His waitress saw the anguished set of his face in the firelight and came up to him quietly, her blanket about her shoulders. “Master?” she asked softly. “Gorstag? You miss her, don’t you?”
The axe trembled. Abruptly it was swept up and hung in the crook of the old innkeeper’s arm, and he came around the bar with whetstone, oil-flask, and rags with almost angry haste. “Aye, lass, I do.”
He sat down again where he’d been, and Lureene came on silent bare feet to sit beside him as he worked, turning the axe in his fingers as if it weighed no more than an empty mug. After a long minute of silence, he pushed the tankard toward her. “Drink something, Lureene. It’s good… you will be the better for it.”
Lureene sampled it, made a face, and then took another swallow. She set the tankard down, two-handed, and pushed it back. “Perhaps if I live to be your age,” she said dryly, “I’ll learn a taste for it. Perhaps.”
Gorstag chuckled. The metal of the axe flashed in his hands as he turned it again. Firelight glimmered down its edge for an instant. Lureene watched, then asked softly, “Where do you think she is now?”
The strong hands faltered and then stopped. “I know not.” Gorstag reached for the brass oil-flask and stoppered it. “I know not,” he said again. “That’s the worst of it!” Abruptly he clenched his hand; the flask in his grasp was crushed out of shape. “I want to be out there looking for her, doing something!” he whispered fiercely, and Lureene put her arm about him impulsively. She could tell Gorstag was on the edge of tears. He spoke in a tone she’d never heard from him before. “Why did she go?” he asked. “What did I do wrong that she hated it here so much?”
Lureene had no answer, so she kissed his rough cheek, and when he turned his head, startled, stilled his sobs with her lips. When at last she withdrew to breathe, he protested weakly, “Lureene! What-?”
“You can be scandalized in the morning,” she said softly and kissed him again.
(…)
The hawk circles and circles, and waits. Against most prey he will have but one strike. He waits therefore for the best chance. Be as the hawk. Watch and wait, and strike true. The People cannot afford foolish deaths in battle. War to slay, not to fight long and glorious.

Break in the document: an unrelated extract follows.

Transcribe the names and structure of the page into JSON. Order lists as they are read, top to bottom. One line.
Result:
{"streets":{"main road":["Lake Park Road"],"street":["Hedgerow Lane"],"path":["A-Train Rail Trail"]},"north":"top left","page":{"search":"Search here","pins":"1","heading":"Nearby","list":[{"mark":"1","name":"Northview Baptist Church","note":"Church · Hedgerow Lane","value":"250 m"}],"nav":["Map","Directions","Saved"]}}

Aermhar of the Tangletrees
Advice before the Council in the Elven Court
Year of the Hooded Falcon
“I-I am too tired, lady,” Narm said apologetically. “I cannot concentrate.” Jhessail nodded.
“I know you are. That is why you must. How else will you build the strength of your will to something sharper and harder than a warrior’s steel, as the old mages say?”
Jhessail’s smile was wry. “You will find, even if you never adventure from this day forth, that you will almost never have quiet, comfort, good light, or space enough to study as you are taught to do. You will always be struggling to fix spells in memory while over-tired, or sick, or wounded and in pain, or in the midst of snoring, groaning, talking, or even crying. Learn now, and you will be glad of it, then.”
“My thanks in advance, then, good lady” Narm returned as wryly. Jhessail grinned.
“You learn, you learn,” she said. “Well… why are you not staring at the pages before you? The spells will not remember themselves, you know.”
Narm shook his head, a half-smile of frustration on his face, as he said, “I simply can’t! It’s not possible!”